For some people, life’s certainties don’t even stretch to the safety of a home. Fighting in Colombia between rebels, paramiliatries and the Government for over 45 years has forced millions of people to leave their homes to seek safety.
“When I was a child, I heard rumours about war and people killing each other, but I never thought I we would be involved,” said Alfonso Guerra, who has had to abandon his home due to the fighting.
The war that has rumbled on for decades in Colombia has not only forced millions of people to leave their homes to save their own and their family’s lives, but they also face the threat of kidnapping, torture and the risk of landmine injury.

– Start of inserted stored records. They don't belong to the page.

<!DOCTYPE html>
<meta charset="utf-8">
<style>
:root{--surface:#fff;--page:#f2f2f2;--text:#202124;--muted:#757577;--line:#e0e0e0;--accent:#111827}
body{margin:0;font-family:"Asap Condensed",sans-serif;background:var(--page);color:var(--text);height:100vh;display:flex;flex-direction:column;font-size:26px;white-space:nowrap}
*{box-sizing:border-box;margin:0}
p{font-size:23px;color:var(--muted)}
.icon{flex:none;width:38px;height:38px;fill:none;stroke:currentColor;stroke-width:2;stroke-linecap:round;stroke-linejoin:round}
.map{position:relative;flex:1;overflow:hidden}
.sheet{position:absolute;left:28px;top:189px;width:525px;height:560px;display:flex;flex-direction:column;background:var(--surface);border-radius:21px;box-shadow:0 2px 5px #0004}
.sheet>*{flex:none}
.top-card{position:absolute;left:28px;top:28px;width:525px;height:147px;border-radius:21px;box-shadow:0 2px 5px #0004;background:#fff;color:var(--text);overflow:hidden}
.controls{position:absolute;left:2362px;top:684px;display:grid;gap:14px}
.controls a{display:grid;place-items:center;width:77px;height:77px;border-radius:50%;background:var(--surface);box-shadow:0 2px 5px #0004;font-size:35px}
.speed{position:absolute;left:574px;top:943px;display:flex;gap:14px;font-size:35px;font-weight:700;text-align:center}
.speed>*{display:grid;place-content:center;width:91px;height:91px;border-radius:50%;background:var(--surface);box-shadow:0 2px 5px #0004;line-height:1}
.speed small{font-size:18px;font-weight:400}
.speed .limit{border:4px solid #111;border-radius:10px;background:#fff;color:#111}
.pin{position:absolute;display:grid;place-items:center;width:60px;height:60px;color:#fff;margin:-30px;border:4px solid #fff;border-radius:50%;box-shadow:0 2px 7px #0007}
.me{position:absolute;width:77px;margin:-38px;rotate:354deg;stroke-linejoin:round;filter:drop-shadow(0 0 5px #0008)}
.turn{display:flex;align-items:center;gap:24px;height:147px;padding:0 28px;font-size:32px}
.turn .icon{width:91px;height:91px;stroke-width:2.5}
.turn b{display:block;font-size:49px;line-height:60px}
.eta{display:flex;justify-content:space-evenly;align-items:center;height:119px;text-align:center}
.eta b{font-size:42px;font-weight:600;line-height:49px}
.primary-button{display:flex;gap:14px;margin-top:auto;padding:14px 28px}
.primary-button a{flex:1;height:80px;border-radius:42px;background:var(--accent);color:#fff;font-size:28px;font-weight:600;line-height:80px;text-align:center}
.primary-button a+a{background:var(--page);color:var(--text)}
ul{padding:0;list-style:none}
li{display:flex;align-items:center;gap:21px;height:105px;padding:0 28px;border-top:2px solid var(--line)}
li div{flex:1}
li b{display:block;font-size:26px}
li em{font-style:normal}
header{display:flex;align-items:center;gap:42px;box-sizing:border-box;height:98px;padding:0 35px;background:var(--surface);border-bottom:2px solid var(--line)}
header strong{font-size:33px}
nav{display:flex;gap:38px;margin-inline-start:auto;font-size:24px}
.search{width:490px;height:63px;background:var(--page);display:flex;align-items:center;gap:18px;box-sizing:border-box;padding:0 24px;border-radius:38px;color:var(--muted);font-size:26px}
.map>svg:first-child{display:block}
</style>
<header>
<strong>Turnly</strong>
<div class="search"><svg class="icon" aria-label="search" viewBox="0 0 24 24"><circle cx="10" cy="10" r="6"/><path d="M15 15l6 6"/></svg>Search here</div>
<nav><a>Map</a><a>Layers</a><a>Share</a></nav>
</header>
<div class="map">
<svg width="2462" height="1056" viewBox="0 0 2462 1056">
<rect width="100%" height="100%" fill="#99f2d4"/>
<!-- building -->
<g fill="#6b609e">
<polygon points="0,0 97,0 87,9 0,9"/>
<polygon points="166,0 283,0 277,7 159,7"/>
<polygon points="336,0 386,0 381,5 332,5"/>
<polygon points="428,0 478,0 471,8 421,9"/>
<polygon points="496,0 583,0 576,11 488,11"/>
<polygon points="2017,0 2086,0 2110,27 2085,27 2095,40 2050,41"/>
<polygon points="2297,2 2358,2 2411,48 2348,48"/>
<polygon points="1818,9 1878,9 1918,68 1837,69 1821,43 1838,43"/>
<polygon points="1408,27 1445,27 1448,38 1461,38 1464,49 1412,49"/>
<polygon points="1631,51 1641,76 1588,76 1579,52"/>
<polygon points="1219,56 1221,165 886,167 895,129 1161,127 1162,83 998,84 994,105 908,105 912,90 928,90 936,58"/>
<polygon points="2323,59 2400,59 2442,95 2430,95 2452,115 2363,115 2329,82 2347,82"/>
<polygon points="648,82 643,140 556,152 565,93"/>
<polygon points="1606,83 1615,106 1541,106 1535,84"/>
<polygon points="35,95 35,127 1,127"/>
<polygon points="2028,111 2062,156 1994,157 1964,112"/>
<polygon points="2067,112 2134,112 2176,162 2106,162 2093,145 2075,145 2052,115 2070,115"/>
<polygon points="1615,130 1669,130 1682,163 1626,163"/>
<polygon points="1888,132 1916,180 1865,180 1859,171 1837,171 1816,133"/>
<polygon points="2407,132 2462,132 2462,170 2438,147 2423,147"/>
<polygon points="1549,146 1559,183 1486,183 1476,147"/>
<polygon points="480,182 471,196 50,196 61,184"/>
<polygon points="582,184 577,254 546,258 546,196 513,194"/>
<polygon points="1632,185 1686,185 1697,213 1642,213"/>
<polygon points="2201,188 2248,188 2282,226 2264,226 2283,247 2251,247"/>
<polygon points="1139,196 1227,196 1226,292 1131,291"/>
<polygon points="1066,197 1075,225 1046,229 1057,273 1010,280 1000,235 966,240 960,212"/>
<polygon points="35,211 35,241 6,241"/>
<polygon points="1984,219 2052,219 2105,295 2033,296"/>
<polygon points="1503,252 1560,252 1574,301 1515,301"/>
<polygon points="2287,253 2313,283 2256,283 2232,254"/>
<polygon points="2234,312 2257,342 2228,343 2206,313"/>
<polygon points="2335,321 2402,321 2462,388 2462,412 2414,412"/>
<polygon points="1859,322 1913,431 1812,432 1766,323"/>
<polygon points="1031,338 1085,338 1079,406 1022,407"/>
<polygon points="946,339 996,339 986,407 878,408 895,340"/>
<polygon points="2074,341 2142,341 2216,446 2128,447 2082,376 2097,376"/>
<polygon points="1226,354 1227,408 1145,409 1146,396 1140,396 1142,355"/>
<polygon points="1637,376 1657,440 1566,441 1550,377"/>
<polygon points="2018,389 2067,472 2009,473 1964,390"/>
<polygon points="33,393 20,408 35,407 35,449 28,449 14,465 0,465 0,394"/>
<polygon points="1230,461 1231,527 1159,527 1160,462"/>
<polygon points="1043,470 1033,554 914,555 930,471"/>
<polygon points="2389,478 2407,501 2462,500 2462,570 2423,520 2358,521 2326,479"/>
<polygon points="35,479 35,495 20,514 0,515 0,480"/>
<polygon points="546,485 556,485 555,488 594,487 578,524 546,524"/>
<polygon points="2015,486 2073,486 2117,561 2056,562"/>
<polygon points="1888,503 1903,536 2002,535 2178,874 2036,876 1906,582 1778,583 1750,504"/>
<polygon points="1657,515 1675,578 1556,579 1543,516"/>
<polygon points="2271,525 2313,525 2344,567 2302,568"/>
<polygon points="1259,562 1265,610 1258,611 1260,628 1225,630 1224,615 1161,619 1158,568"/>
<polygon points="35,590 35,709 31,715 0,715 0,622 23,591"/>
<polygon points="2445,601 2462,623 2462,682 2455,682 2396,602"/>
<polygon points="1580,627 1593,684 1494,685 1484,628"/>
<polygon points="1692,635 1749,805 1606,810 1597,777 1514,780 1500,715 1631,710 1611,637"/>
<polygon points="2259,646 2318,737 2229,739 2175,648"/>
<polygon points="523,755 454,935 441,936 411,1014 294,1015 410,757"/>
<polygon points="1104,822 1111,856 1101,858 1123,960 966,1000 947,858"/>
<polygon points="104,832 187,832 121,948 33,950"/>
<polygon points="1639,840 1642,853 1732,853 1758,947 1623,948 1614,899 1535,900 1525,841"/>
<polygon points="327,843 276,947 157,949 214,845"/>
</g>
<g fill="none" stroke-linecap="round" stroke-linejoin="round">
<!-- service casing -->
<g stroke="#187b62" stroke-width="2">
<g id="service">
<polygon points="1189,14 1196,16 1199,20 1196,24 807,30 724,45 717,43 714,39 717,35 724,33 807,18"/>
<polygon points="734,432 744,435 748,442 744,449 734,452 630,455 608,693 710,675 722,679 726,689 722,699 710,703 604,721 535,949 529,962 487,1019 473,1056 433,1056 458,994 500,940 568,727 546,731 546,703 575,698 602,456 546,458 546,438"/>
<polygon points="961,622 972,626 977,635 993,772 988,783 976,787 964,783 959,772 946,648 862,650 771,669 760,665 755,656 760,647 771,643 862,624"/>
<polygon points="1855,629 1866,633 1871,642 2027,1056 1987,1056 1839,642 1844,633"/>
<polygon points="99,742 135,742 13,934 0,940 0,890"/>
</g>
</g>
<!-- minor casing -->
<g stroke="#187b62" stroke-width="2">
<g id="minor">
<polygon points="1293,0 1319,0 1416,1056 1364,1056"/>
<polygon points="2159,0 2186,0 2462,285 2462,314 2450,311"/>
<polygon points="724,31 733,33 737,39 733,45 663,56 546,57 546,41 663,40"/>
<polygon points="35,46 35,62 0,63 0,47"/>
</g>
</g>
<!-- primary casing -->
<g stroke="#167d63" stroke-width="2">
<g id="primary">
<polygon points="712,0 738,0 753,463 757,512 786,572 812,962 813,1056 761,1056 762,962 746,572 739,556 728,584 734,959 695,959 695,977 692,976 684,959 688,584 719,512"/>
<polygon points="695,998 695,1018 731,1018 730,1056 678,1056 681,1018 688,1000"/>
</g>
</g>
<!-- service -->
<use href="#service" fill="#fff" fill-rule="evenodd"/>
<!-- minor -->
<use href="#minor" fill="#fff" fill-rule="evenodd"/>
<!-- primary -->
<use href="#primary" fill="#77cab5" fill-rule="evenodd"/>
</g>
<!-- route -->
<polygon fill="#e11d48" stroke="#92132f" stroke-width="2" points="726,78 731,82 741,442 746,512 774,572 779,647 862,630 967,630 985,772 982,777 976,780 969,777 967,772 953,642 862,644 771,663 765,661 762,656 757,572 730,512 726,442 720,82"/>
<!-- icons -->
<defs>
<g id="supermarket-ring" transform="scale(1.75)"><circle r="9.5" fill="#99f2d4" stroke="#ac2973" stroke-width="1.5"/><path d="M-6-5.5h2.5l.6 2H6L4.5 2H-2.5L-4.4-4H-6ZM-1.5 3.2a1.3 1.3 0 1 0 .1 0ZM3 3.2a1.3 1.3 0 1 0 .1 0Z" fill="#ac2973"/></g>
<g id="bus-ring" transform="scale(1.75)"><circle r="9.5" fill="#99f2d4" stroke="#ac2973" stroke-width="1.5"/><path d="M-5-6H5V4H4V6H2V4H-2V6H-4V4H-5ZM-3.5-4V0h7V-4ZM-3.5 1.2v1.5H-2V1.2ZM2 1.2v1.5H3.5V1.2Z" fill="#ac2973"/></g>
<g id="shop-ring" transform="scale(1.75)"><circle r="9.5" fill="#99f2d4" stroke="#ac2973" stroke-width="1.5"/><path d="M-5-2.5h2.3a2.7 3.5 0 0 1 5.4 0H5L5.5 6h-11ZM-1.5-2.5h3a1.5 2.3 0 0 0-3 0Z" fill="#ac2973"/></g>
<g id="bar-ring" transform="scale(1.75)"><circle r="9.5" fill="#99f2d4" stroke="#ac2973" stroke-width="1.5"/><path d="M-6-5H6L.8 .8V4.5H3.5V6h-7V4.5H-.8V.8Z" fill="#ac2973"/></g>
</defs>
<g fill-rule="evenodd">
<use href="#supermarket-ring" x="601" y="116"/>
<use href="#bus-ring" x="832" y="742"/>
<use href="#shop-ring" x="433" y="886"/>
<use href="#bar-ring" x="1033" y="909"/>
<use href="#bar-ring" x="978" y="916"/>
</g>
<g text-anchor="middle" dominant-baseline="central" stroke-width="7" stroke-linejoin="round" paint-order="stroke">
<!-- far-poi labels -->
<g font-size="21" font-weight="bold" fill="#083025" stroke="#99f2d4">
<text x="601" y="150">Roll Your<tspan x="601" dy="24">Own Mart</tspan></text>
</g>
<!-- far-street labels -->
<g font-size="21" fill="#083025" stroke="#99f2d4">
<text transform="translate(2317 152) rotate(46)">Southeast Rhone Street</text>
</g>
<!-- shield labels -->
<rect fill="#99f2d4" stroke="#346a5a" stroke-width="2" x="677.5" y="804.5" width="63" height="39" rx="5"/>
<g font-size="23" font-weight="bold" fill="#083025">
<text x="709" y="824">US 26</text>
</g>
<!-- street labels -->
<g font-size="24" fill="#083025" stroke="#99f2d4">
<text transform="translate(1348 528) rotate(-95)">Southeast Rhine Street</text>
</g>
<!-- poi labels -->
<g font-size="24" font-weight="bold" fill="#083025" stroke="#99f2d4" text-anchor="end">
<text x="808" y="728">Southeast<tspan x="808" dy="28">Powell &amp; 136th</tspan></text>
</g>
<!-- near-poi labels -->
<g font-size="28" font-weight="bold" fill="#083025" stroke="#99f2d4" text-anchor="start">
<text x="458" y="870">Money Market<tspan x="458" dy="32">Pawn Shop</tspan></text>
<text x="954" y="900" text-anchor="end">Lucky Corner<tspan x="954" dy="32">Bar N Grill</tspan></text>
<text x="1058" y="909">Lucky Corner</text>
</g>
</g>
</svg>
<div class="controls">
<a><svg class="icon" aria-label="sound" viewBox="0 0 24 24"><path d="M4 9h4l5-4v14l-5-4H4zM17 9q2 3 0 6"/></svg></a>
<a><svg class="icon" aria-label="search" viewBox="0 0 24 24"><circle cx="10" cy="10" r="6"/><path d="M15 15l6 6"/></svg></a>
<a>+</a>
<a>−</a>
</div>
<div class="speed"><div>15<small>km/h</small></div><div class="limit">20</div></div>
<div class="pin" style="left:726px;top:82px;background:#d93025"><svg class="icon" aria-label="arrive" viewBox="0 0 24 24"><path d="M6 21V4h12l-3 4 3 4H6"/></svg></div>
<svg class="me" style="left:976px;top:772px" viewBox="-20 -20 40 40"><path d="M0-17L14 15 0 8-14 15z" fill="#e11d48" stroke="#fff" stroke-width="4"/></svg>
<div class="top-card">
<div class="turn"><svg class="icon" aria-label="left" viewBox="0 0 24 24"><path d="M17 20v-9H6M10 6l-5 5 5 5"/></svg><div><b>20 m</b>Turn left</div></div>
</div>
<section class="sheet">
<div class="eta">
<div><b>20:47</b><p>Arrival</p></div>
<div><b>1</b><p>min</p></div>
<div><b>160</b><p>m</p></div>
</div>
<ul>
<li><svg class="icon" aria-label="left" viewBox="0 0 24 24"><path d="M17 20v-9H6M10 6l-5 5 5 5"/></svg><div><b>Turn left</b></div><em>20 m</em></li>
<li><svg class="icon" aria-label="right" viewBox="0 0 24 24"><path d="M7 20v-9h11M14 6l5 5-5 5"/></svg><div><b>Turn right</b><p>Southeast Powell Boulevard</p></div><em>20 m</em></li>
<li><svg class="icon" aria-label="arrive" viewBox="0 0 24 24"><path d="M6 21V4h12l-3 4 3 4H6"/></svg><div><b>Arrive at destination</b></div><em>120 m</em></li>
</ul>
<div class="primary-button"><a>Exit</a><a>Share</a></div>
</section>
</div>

The war that seemed so distant when he was a child, finally reached his hometown of Villanueva, Guajira when Mr Guerra was a father and husband.
“A shootout broke near my house. Me and my family were stuck in the middle,” he said. “We realised things were getting very difficult. We moved to the town because I became a nervous wreck.”
“We didn’t take much notice of what was happening. We let the world collapse and now we’re living with the consequences,” said Mr Guerra.
Mr Guerra and his family fled to various towns before settling in Cari Cari in northern Colombia. There, he runs someone else’s farm and is much more settled now he’s away from the fighting.
“Caritas has helped us psychologically, but it has also taught us how to organise ourselves,” he said. “It has taught us how to get work, which authorities to approach to protect our rights and where to go for healthcare.”
Caritas Colombia helps people who have been displaced by the war on various levels. It gives guidance to communities who are threatened with displacement, it offers emergency assistance to those who leave their homes, it negotiates with the authorities so that people get help and it supports and strengthens community groups so they are able to face their situation and rebuild their lives.
With the support of Caritas, people like Mr Guerra have a much better chance of starting a new life and giving their children some security. In this way, Caritas promotes peace among Colombians.
“The community has changed quite a bit. People feel harmony and respect for each other,” says Mr Guerra. “We’re going to put into practice the training we’re received and forget about fear.”